▶ **Exercise brief**
For each line of the data below, test for "roads". Report only the number of lines that pass.

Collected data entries

══════════════════════════════

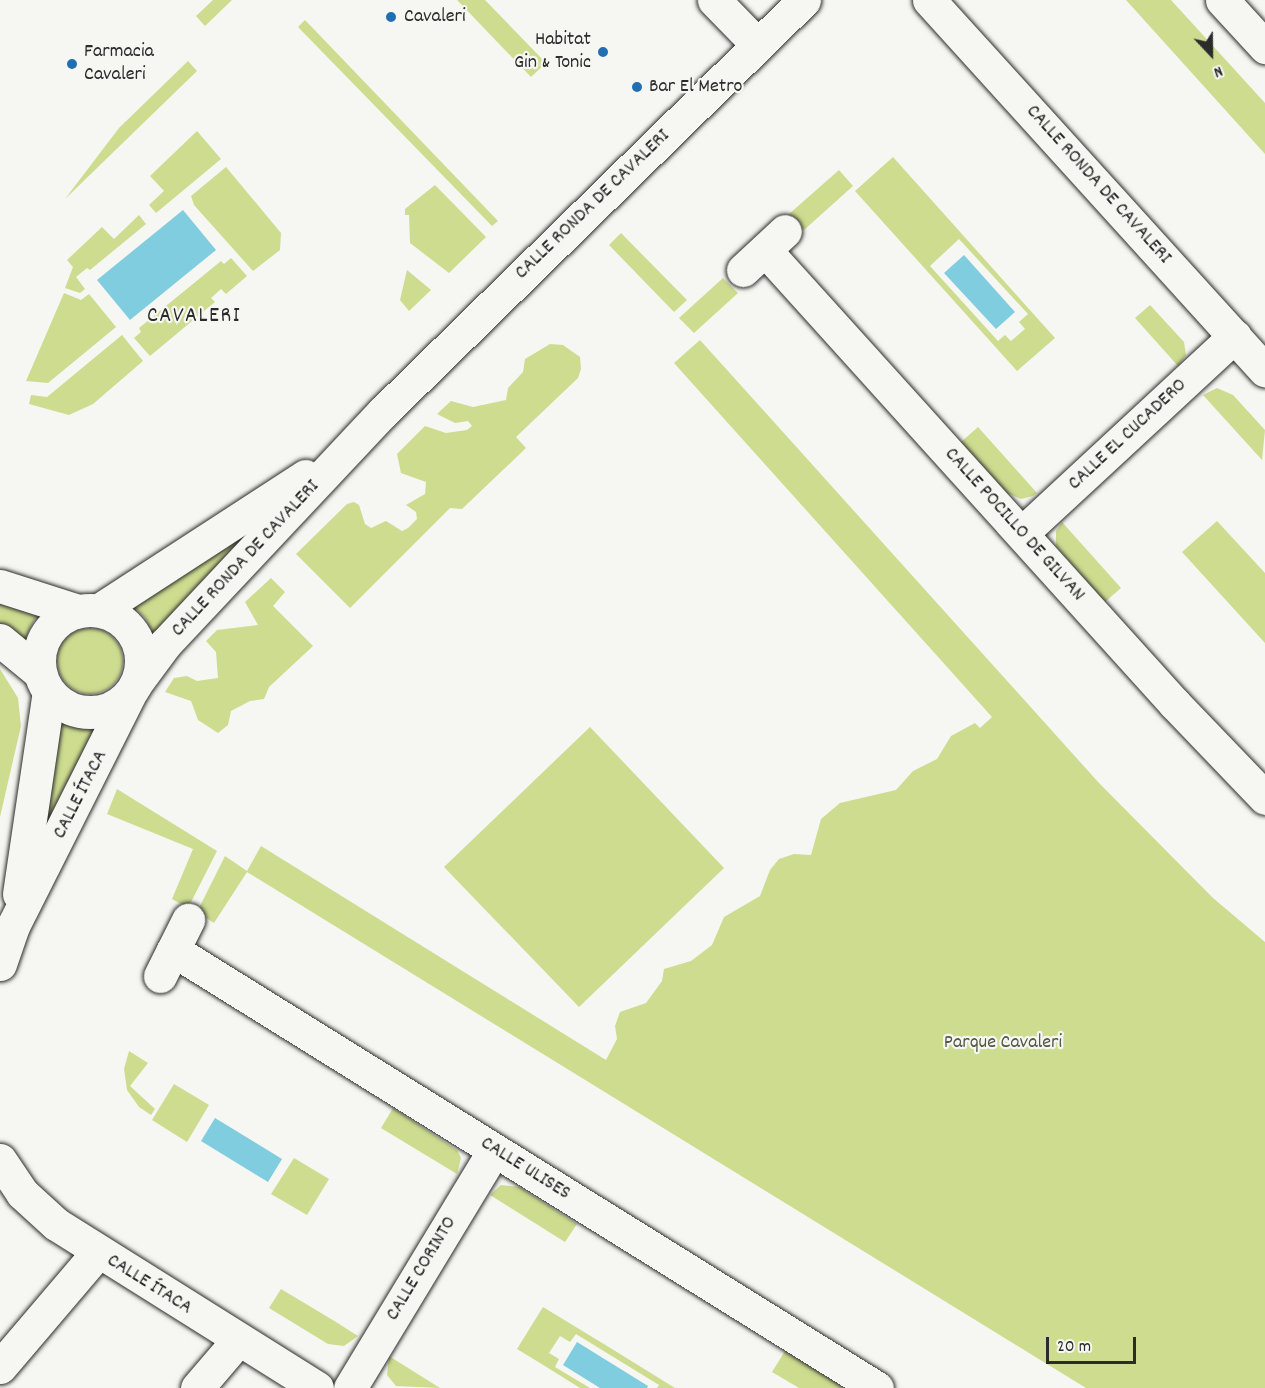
<!DOCTYPE html>
<html>
<head>
<meta charset="utf-8">
<style>
	body { margin:0 }
	#map { position:relative; width:1265px; height:1388px; overflow:hidden; background:#f6f6f2; font-family:Dekko,sans-serif }
	div>[style] { position:absolute }
	.green>* { inset:0; background:#cedc90 }
	.round { border-radius:50% }
	.water>* { inset:0; background:#81cde0 }
	.roads { filter:drop-shadow(0 0 2px #2b2b2b) drop-shadow(0 0 2px #2b2b2b) }
	.minor>* { height:33px; margin:-16.5px; padding:0 16.5px; transform-origin:16.5px; border-radius:16.5px; background:#f6f6f2 }
	.minor>.ring { margin:-16.5px; padding:0; box-sizing:content-box; background:none; border:33px solid #f6f6f2; border-radius:50% }
	.dots>* { width:16px; height:16px; translate:-50% -50%; box-sizing:border-box; border:3px solid #f6f6f2; border-radius:50% }
	span { translate:-50% -50%; white-space:nowrap; text-align:center; line-height:1.15; -webkit-text-stroke:4.5px #f6f6f2; paint-order:stroke }
	.poi-label { font-size:20px; color:#2b2b2b }
	.left { translate:0 -50%; text-align:left }
	.right { translate:-100% -50%; text-align:right }
	.street-label { font-size:20px; color:#2b2b2b }
	.park-label { font-size:20px; color:#545744 }
	.quarter-label { font-size:22px; color:#2b2b2b; letter-spacing:1.5px }
	.north { position:absolute; left:1181px; top:24px; width:60px; height:60px; -webkit-text-stroke:4px #f6f6f2; paint-order:stroke; rotate:158deg; font-size:16px; font-weight:700; line-height:24px; text-align:center; color:#2b2b2b }
	.north::after { content:''; display:block; margin:auto; width:21px; height:27px; background:#2b2b2b; clip-path:polygon(50% 0,100% 100%,50% 72%,0 100%) }
	.scale { position:absolute; left:1046px; top:1337px; width:90px; height:27px; box-sizing:border-box; border:3px solid #2b2b2b; border-top:0; padding-left:8px; font-size:18px; line-height:21px; white-space:nowrap; color:#2b2b2b; -webkit-text-stroke:4px #f6f6f2; paint-order:stroke }
</style>
</head>
<body>
<div id="map">
	<div class="green">
		<i style="clip-path:polygon(213px 0,232px 0,205px 26px,196px 16px)"></i>
		<i style="clip-path:polygon(457px 0,485px 0,546px 63px,531px 77px)"></i>
		<i style="clip-path:polygon(1126px 0,1171px 0,1265px 103px,1265px 154px)"></i>
		<i style="clip-path:polygon(305px 20px,498px 221px,492px 226px,298px 27px)"></i>
		<i style="clip-path:polygon(188px 61px,197px 71px,65px 199px,119px 128px)"></i>
		<i style="clip-path:polygon(197px 131px,221px 159px,156px 213px,149px 205px,164px 191px,150px 176px)"></i>
		<i style="clip-path:polygon(evenodd,893px 157px,1055px 338px,1017px 371px,855px 191px,893px 157px,959px 239px,1028px 314px,1019px 322px,1025px 329px,1011px 341px,1005px 335px,998px 341px,930px 266px,959px 239px)"></i>
		<i style="clip-path:polygon(226px 167px,281px 233px,280px 250px,253px 271px,194px 205px,191px 196px)"></i>
		<i style="clip-path:polygon(839px 170px,853px 186px,804px 230px,789px 214px)"></i>
		<i style="clip-path:polygon(435px 185px,486px 237px,449px 273px,410px 243px,409px 215px,405px 215px,405px 209px)"></i>
		<i style="clip-path:polygon(139px 215px,146px 224px,90px 270px,87px 268px,76px 277px,85px 289px,80px 293px,65px 288px,73px 267px,67px 260px,102px 227px,114px 239px)"></i>
		<i style="clip-path:polygon(621px 233px,687px 300px,674px 312px,609px 245px)"></i>
		<i style="clip-path:polygon(231px 258px,247px 276px,226px 294px,221px 289px,211px 298px,215px 302px,150px 356px,134px 338px,141px 332px,139px 328px,221px 261px,224px 264px)"></i>
		<i style="clip-path:polygon(407px 270px,431px 290px,409px 311px,400px 300px)"></i>
		<i style="clip-path:polygon(723px 278px,738px 293px,694px 333px,679px 318px)"></i>
		<i style="clip-path:polygon(64px 293px,81px 300px,89px 294px,116px 327px,48px 383px,26px 381px)"></i>
		<i style="clip-path:polygon(1150px 305px,1184px 342px,1186px 355px,1178px 366px,1135px 318px)"></i>
		<i style="clip-path:polygon(122px 335px,143px 361px,93px 404px,69px 415px,29px 404px,31px 395px,47px 397px)"></i>
		<i style="clip-path:polygon(700px 340px,1099px 783px,1213px 898px,1265px 942px,1265px 1388px,1086px 1388px,247px 872px,214px 923px,197px 912px,225px 856px,247px 871px,261px 846px,606px 1060px,617px 1039px,615px 1026px,620px 1012px,646px 1003px,662px 981px,664px 969px,691px 961px,712px 945px,724px 917px,760px 896px,770px 870px,779px 859px,794px 854px,811px 855px,821px 819px,840px 803px,896px 790px,913px 771px,937px 759px,951px 736px,975px 723px,980px 728px,992px 717px,674px 363px)"></i>
		<i style="clip-path:polygon(550px 344px,563px 345px,580px 357px,581px 369px,578px 378px,516px 437px,526px 448px,462px 509px,450px 508px,350px 608px,296px 554px,347px 504px,354px 502px,359px 505px,365px 524px,371px 528px,386px 521px,402px 531px,408px 528px,417px 519px,416px 512px,406px 505px,425px 494px,426px 482px,401px 473px,397px 454px,425px 426px,446px 433px,467px 430px,472px 426px,468px 421px,455px 423px,437px 414px,451px 401px,473px 407px,506px 400px,508px 388px,523px 372px,525px 359px)"></i>
		<i style="clip-path:polygon(1217px 388px,1233px 395px,1265px 430px,1262px 460px,1203px 395px)"></i>
		<i style="clip-path:polygon(978px 427px,1037px 493px,1033px 496px,1021px 499px,1007px 493px,961px 442px)"></i>
		<i style="clip-path:polygon(1217px 521px,1265px 573px,1265px 643px,1182px 552px)"></i>
		<i style="clip-path:polygon(1062px 522px,1121px 588px,1105px 602px,1056px 546px,1056px 531px)"></i>
		<i style="clip-path:polygon(242px 528px,252px 542px,157px 643px,145px 618px,130px 603px)"></i>
		<i style="clip-path:polygon(271px 578px,285px 592px,273px 606px,313px 646px,269px 687px,264px 699px,250px 701px,231px 711px,228px 725px,218px 733px,198px 720px,191px 701px,165px 692px,174px 678px,187px 676px,197px 681px,218px 678px,216px 652px,206px 641px,217px 630px,258px 625px,245px 602px)"></i>
		<i style="clip-path:polygon(0 597px,39px 610px,23px 643px,0 624px)"></i>
		<i class="round" style="left:57px;top:628px;width:66px;height:66px"></i>
		<i style="clip-path:polygon(0 669px,18px 698px,21px 726px,0 817px)"></i>
		<i style="clip-path:polygon(56px 713px,79px 725px,106px 724px,38px 859px)"></i>
		<i style="clip-path:polygon(590px 727px,724px 868px,579px 1007px,444px 867px)"></i>
		<i style="clip-path:polygon(117px 789px,217px 851px,188px 908px,172px 899px,193px 849px,107px 814px)"></i>
		<i style="clip-path:polygon(129px 1051px,148px 1063px,130px 1086px,155px 1109px,151px 1115px,139px 1107px,127px 1090px,124px 1069px)"></i>
		<i style="clip-path:polygon(174px 1084px,209px 1105px,187px 1142px,152px 1120px)"></i>
		<i style="clip-path:polygon(393px 1108px,457px 1150px,461px 1158px,457px 1174px,381px 1128px)"></i>
		<i style="clip-path:polygon(294px 1158px,329px 1179px,307px 1215px,271px 1194px)"></i>
		<i style="clip-path:polygon(501px 1185px,519px 1187px,577px 1224px,565px 1242px,490px 1195px)"></i>
		<i style="clip-path:polygon(281px 1289px,336px 1322px,358px 1336px,344px 1346px,328px 1344px,269px 1308px)"></i>
		<i style="clip-path:polygon(543px 1307px,612px 1349px,675px 1388px,657px 1388px,659px 1385px,576px 1334px,570px 1342px,560px 1336px,549px 1353px,559px 1359px,555px 1367px,590px 1388px,580px 1388px,540px 1363px,517px 1349px)"></i>
		<i style="clip-path:polygon(785px 1351px,839px 1384px,843px 1388px,799px 1388px,772px 1372px)"></i>
		<i style="clip-path:polygon(389px 1356px,440px 1388px,396px 1386px,387px 1375px)"></i>
	</div>
	<div class="water">
		<i style="clip-path:polygon(183px 210px,216px 250px,130px 320px,97px 280px)"></i>
		<i style="clip-path:polygon(964px 255px,1015px 312px,996px 329px,944px 273px)"></i>
		<i style="clip-path:polygon(215px 1118px,282px 1159px,268px 1182px,201px 1141px)"></i>
		<i style="clip-path:polygon(577px 1342px,648px 1386px,647px 1388px,600px 1388px,563px 1365px)"></i>
	</div>
	<div class="roads">
		<div class="minor">
			<i style="left:714px;top:0;width:62px;rotate:45.7deg"></i>
			<i style="left:929px;top:0;width:500px;rotate:47.8deg"></i>
			<i style="left:1222px;top:0;width:64px;rotate:47.5deg"></i>
			<i style="left:765px;top:250px;width:612px;rotate:47.92deg"></i>
			<i style="left:1175px;top:704px;width:130px;rotate:46.2deg"></i>
			<i style="left:743px;top:270px;width:57px;rotate:-42.9deg"></i>
			<i style="left:1022px;top:533px;width:290px;rotate:-42.8deg"></i>
			<i style="left:0;top:586px;width:82px;rotate:17.8deg"></i>
			<i class="ring" style="left:39px;top:610px;width:69px;height:69px"></i>
			<i style="left:99px;top:610px;width:246px;rotate:-33deg"></i>
			<i style="left:0;top:640px;width:52px;rotate:39.5deg"></i>
			<i style="left:137px;top:682px;width:47px;rotate:-53.6deg"></i>
			<i style="left:165px;top:644px;width:318px;rotate:-46.8deg"></i>
			<i style="left:383px;top:412px;width:589px;rotate:-44.38deg"></i>
			<i style="left:19px;top:894px;width:204px;rotate:-81.6deg"></i>
			<i style="left:173px;top:950px;width:829px;rotate:31.89deg"></i>
			<i style="left:0;top:964px;width:40px;rotate:-71.1deg"></i>
			<i style="left:13px;top:926px;width:258px;rotate:-63.3deg"></i>
			<i style="left:160px;top:976px;width:63px;rotate:-63.4deg"></i>
			<i style="left:0;top:1160px;width:40px;rotate:56deg"></i>
			<i style="left:22px;top:1193px;width:46px;rotate:42.4deg"></i>
			<i style="left:56px;top:1224px;width:308px;rotate:32.1deg"></i>
			<i style="left:0;top:1367px;width:150px;rotate:-49.6deg"></i>
			<i style="left:197px;top:1388px;width:63px;rotate:-49.5deg"></i>
			<i style="left:350px;top:1388px;width:278px;rotate:-58.8deg"></i>
		</div>
	</div>
	<div class="dots">
		<i style="left:391px;top:17px;background:#1f6fb2"></i>
		<i style="left:603px;top:52px;background:#1f6fb2"></i>
		<i style="left:72px;top:64px;background:#1f6fb2"></i>
		<i style="left:637px;top:87px;background:#1f6fb2"></i>
	</div>
	<div class="poi-label">
		<span class="left" style="left:404px;top:17px">Cavaleri</span>
		<span class="right" style="left:591px;top:52px">Habitat<br>Gin &amp; Tonic</span>
		<span class="left" style="left:84px;top:64px">Farmacia<br>Cavaleri</span>
		<span class="left" style="left:649px;top:87px">Bar El Metro</span>
	</div>
	<div class="street-label">
		<span style="left:1098px;top:185px;rotate:48deg">CALLE RONDA DE CAVALERI</span>
		<span style="left:593px;top:205px;rotate:-44deg">CALLE RONDA DE CAVALERI</span>
		<span style="left:1128px;top:435px;rotate:-43deg">CALLE EL CUCADERO</span>
		<span style="left:1014px;top:525px;rotate:48deg">CALLE POCILLO DE GILVAN</span>
		<span style="left:246px;top:559px;rotate:-47deg">CALLE RONDA DE CAVALERI</span>
		<span style="left:81px;top:795px;rotate:-63deg">CALLE ÍTACA</span>
		<span style="left:525px;top:1169px;rotate:32deg">CALLE ULISES</span>
		<span style="left:422px;top:1269px;rotate:-59deg">CALLE CORINTO</span>
		<span style="left:149px;top:1285px;rotate:32deg">CALLE ÍTACA</span>
	</div>
	<div class="park-label">
		<span style="left:1003px;top:1043px">Parque Cavaleri</span>
	</div>
	<div class="quarter-label">
		<span style="left:194px;top:317px">CAVALERI</span>
	</div>
	<div class="north">N</div>
	<div class="scale">20 m</div>
</div>
</body>
</html>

══════════════════════════════

▶ **Solution**
2